**What you have to do**:
Could the data below be printed out exactly, with the pictures left out?

**Raw data**:
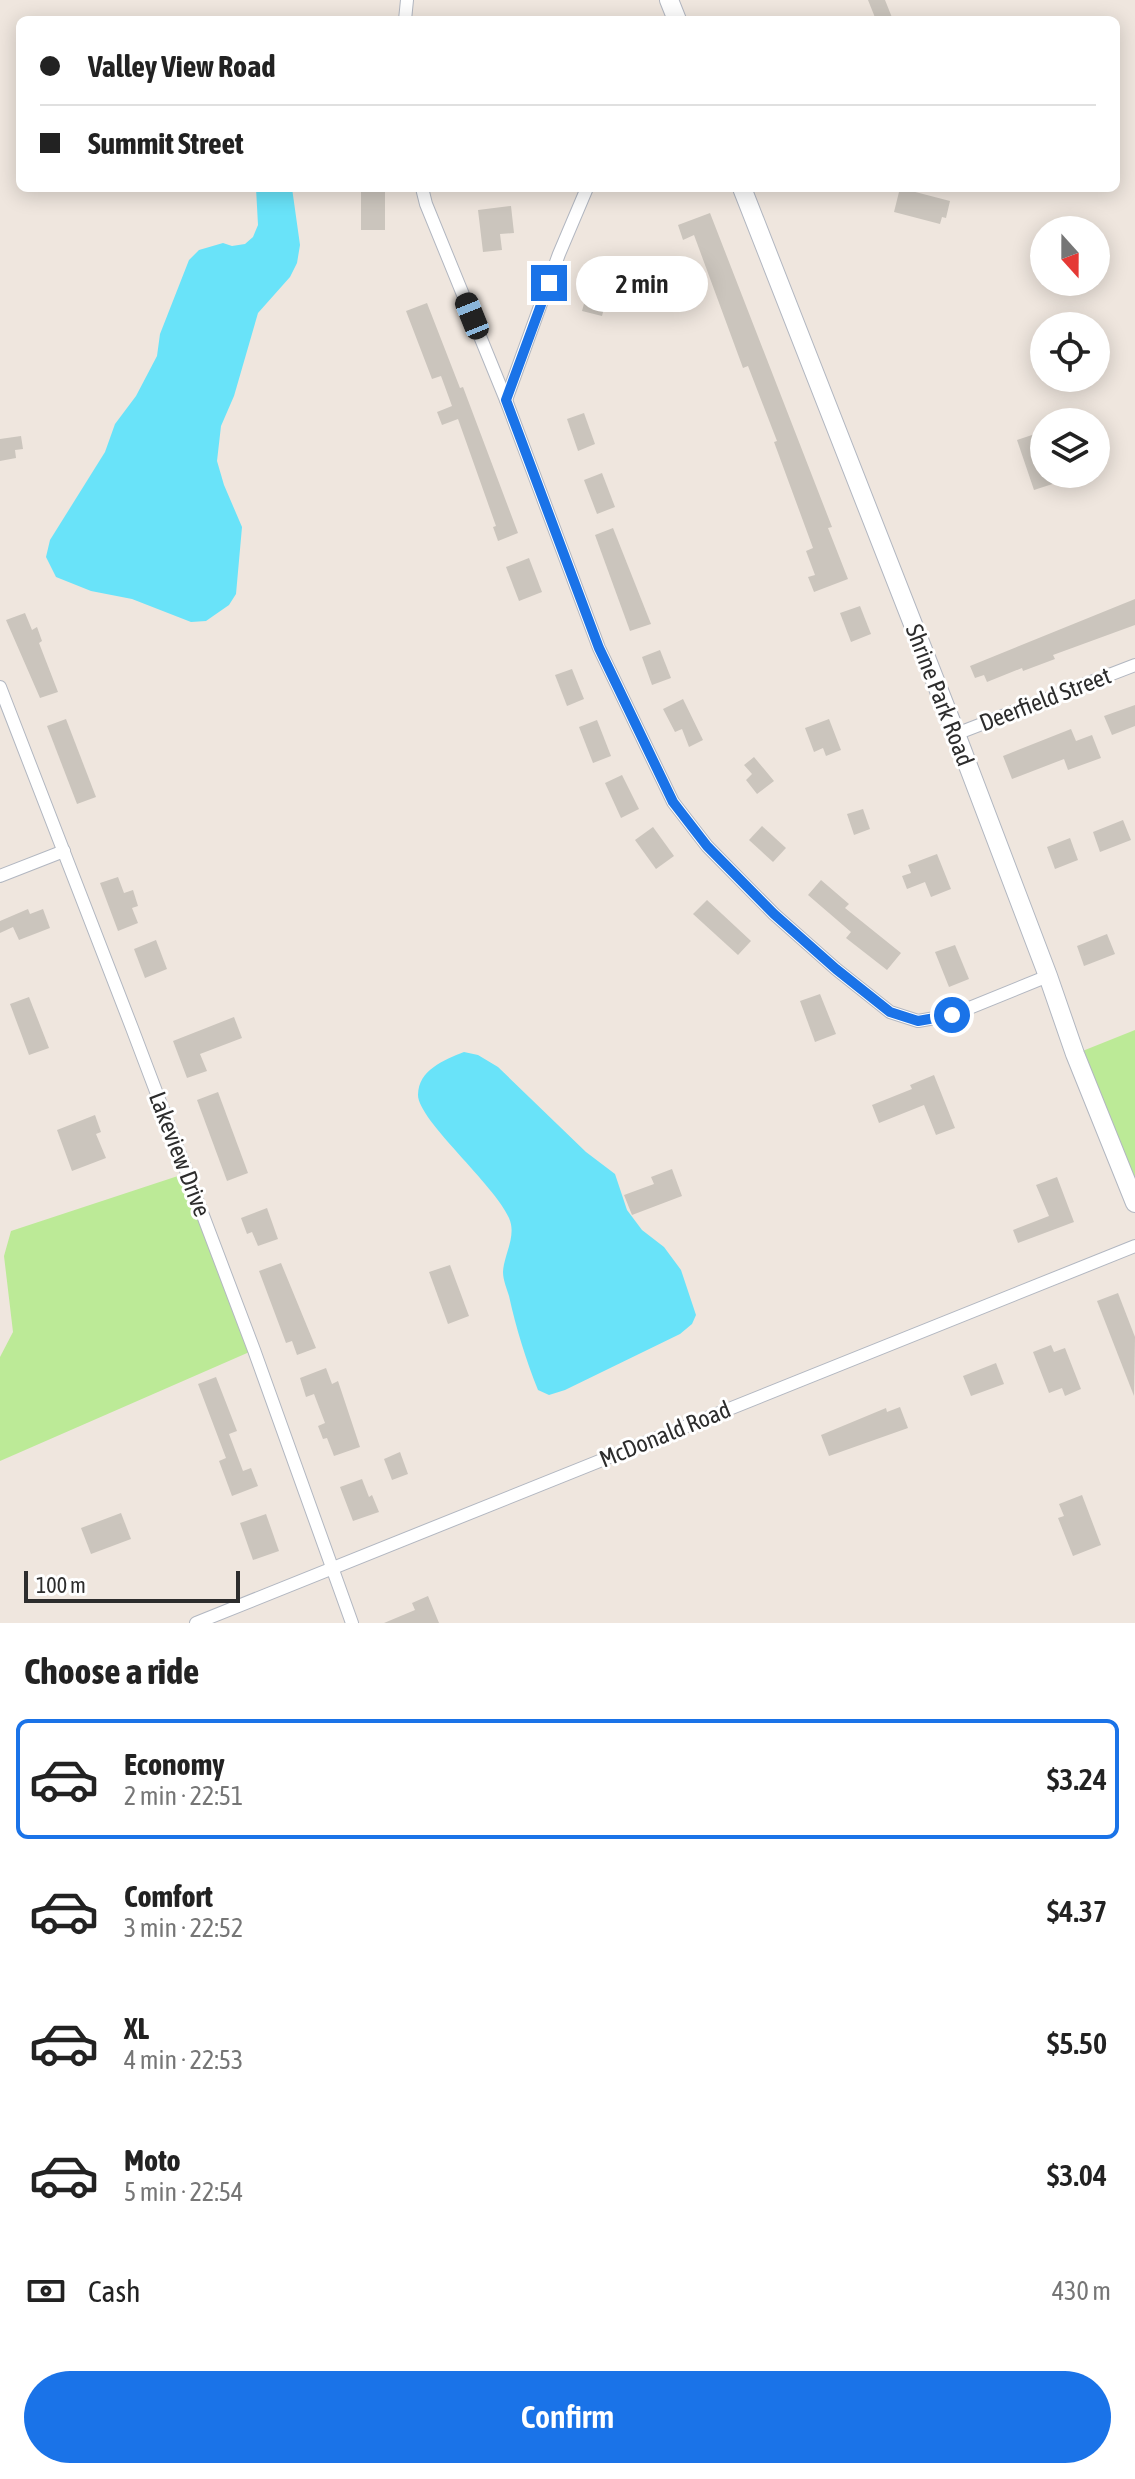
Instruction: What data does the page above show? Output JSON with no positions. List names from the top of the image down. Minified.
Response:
{"streets":{"street":["Shrine Park Road","Deerfield Street","Lakeview Drive","McDonald Road"]},"crossings":[["Shrine Park Road","Deerfield Street"],["Lakeview Drive","McDonald Road"]],"scale_bar":"100 m","north":"bottom","page":{"banner":["Valley View Road","Summit Street"],"bubble":"2 min","scale":"100 m","heading":"Choose a ride","list":[{"name":"Economy","note":"2 min · 22:51","value":"$3.24"},{"name":"Comfort","note":"3 min · 22:52","value":"$4.37"},{"name":"XL","note":"4 min · 22:53","value":"$5.50"},{"name":"Moto","note":"5 min · 22:54","value":"$3.04"}],"pay":["Cash","430 m"],"buttons":"Confirm"}}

**Response to the exercise**:
Instruction: What data does the page above show? Output JSON with no positions. List names from the top of the image down. Minified.
Response:
{"streets":{"street":["Shrine Park Road","Deerfield Street","Lakeview Drive","McDonald Road"]},"crossings":[["Shrine Park Road","Deerfield Street"],["Lakeview Drive","McDonald Road"]],"scale_bar":"100 m","north":"bottom","page":{"banner":["Valley View Road","Summit Street"],"bubble":"2 min","scale":"100 m","heading":"Choose a ride","list":[{"name":"Economy","note":"2 min · 22:51","value":"$3.24"},{"name":"Comfort","note":"3 min · 22:52","value":"$4.37"},{"name":"XL","note":"4 min · 22:53","value":"$5.50"},{"name":"Moto","note":"5 min · 22:54","value":"$3.04"}],"pay":["Cash","430 m"],"buttons":"Confirm"}}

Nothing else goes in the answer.